Concerts of Prayer Multiplying
Close to 3000 people gathered at the San Diego (California) Convention and Performing Arts Center April 29th to pray for spiritual awakening and world evangelization.

Organized by the Association of Church Missions Committees Area Team in San Diego, Prayer '88 was a spin-off from a similar effort last year in Minneapolis, Minnesota in which some 5000 people participated.

Rollo Entz, Southwest Regional Representative for ACMC and coordinator of Prayer '88, said the San Diego rally spurred some pastors in the area to conduct concerts of prayer in their own churches. "Others are anxious for another city-wide concert of prayer next year," he said.

David Bryant, minister-at-large with InterVarsity Missions, leader of the Prayer '88 meeting and one of the key proponents of concerts of prayer among Christians worldwide (see his book, With Christ in Concerts of Prayer . . . ), said a group from Sacramento, California sent a delegate to the San Diego rally in order to observe what happened there. Based on the positive results of that experience, he said, "Now we're planning a city-wide rally for Sacramento!"

Entz said an evaluation meeting for Prayer '88 and an exploratory meeting for Prayer '89 is scheduled June 20th at College Avenue Baptist Church in San Diego. For further information, call (714) 989-6388. --- ACMC

WEC Targets 21 More Unreached Peoples
Spokesmen for WEC International, founded in 1913, said in its first 75 years the group penetrated 124 unreached peoples and established churches in most of them. 

WEC plans to advance into 21 more unreached peoples by the end of this decade, they said. --- WEC

Greek Evangelicals Anticipate Relaxed Restrictions
In response to a petition filed March 24 by the Greek Evangelical Alliance, Greece's General Secretary for Ministry and Religion appointed a ten-man panel to investigate complaints lodged by religious minority groups.

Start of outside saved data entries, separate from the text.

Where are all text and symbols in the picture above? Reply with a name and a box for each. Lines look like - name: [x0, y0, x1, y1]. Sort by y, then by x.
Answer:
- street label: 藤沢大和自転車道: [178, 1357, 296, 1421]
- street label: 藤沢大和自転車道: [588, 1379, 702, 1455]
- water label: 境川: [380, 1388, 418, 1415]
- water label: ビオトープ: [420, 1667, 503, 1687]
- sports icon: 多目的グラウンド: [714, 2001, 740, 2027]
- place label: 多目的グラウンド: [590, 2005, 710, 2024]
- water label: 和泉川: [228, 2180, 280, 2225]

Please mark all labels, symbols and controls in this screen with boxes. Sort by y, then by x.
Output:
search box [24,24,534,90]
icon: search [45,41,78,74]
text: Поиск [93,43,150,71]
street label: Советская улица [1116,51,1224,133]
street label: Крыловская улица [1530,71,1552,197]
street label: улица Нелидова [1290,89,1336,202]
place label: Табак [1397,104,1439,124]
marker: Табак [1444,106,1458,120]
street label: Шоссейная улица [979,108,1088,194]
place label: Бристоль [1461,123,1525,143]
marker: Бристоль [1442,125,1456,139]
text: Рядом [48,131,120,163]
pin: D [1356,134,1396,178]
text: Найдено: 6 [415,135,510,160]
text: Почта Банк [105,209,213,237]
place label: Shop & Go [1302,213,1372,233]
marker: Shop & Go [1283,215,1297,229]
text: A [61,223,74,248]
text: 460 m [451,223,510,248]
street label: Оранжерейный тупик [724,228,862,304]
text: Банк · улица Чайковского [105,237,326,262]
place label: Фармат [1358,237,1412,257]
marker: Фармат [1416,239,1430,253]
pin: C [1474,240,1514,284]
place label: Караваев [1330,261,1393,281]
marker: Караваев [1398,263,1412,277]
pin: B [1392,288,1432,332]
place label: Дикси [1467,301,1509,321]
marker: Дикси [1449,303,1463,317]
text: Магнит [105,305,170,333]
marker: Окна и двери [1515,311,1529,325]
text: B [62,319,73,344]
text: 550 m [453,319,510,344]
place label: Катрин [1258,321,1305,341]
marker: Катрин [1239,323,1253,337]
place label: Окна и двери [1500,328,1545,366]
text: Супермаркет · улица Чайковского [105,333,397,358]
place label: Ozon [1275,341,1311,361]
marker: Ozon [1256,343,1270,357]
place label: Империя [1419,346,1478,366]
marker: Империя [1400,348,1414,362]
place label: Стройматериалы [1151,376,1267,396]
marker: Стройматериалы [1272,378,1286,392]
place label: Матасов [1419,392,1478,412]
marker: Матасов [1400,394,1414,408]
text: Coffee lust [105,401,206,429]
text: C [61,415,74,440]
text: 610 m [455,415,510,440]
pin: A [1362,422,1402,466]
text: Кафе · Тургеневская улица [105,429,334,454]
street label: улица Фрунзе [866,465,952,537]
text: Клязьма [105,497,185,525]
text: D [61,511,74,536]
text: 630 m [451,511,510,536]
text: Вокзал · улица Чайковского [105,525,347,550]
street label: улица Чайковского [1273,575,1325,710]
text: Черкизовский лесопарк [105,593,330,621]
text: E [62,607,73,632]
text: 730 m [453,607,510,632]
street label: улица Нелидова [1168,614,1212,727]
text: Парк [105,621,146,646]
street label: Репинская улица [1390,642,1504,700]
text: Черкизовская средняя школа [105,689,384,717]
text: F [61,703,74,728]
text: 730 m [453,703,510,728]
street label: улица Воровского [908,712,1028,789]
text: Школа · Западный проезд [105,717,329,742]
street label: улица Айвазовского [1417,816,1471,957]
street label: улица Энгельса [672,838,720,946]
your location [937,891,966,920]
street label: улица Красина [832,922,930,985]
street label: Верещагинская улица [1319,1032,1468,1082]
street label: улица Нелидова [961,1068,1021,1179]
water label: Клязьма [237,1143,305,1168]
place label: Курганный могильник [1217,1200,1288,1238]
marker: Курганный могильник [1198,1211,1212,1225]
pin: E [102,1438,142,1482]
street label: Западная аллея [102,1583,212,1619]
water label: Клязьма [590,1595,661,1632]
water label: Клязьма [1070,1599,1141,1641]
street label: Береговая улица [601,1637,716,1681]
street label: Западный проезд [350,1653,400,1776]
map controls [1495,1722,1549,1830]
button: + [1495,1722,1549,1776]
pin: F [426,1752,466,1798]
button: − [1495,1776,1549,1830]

According to Costas Macris, director of the Pan-Hellenic Missionary Union and executive member of the Alliance, the Alliance is requesting that the government repeal dictatorial laws controlling religion passed in the late 1930s, grant evangelical Christians full privilege to choose their place of worship and communicate their faith with the freedom granted other religions, and not interfere with the operation of churches.

Macris said the Greek government is open to religious reform, but is influenced by the Greek Orthodox Church which lobbies strongly against increased religious rights for minority groups.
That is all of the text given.